How Mexican drug cartels are reacting to marijuana legalization in the U.S.
Mexican cartels are often compared to corporations. And in some ways they are. Like any international business, they are constantly innovating and adapting to compete in one of the fiercest capitalist markets of all: the transnational drug trade.
Legalization advocates argue that Mexican cartels are taking a hit from the gradual legalization of marijuana in the United States, which has allowed U.S. consumers in a handful of states to purchase domestically grown weed. While some analysts remain skeptical about the impact legalization is having on the overall cartel business, there are indications that these criminal organizations are adjusting to shifts in the marketplace by targeting domestic consumption, diversifying their product offering, and tapping unexploited areas of criminal opportunity.
“Approximately 30 percent of cartels’ drug export revenues come from marijuana,” Mexican security analyst Alejandro Hope told Fusion. “In the long term, Mexican marijuana could be displaced by legal production in the United States.”
Hope says there’s still a market niche for Mexico’s lower-end drug trade weed, since legal marijuana in states like Washington and Colorado is more expensive. “Complete substitution has not gone into effect,” he said, “The market is definitely changing, but cartel adaptation will happen in years not months.”
There are other signs of market disruption. In some instances, the entire flow of the drug trade has changed course. DEA spokesman Lawrence Payne told NPR last year that “Sinaloa operatives in the United States are reportedly buying high-potency American marijuana in Colorado and smuggling it back into Mexico for sale to high-paying customers.”
Mexico is still a limited market. Overall, Mexicans are nowhere near American consumption levels. But according to a 2014 study published by Mexican research university CIDE, the latest government reports “suggest that the number of consumers in Mexico is considerable.” The study says that a 2010-2011 national poll reported 1.2 million drug users.

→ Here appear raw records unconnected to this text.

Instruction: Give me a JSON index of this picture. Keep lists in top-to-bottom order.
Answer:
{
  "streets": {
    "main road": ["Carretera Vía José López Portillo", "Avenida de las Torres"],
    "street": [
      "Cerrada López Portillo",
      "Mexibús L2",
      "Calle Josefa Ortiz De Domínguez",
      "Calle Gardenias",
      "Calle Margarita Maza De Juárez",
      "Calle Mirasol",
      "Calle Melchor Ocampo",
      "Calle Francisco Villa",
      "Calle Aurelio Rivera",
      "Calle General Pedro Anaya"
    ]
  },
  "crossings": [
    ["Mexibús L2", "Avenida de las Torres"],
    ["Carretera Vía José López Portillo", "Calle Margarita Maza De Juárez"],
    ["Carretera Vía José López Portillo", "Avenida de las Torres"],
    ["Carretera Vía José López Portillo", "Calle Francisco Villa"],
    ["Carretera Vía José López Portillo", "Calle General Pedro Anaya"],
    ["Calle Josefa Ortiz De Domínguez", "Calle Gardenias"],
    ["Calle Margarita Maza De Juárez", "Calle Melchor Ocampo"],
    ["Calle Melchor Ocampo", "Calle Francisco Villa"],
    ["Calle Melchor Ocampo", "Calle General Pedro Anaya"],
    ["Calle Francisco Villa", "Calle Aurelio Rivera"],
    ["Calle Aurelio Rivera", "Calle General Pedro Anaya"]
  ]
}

Mexican cartels are also diversifying the types of drugs they smuggle. The 2014 UN World Drug Report found a “large increase” in the number of methamphetamine laboratories seized in Mexico and the United States. In 2012 “Mexico dismantled 259 methamphetamine laboratories, up from a few dozen a few years earlier, and it reported the world’s largest aggregate amount of seizures of methamphetamine for the period 2010-2012,” the report found.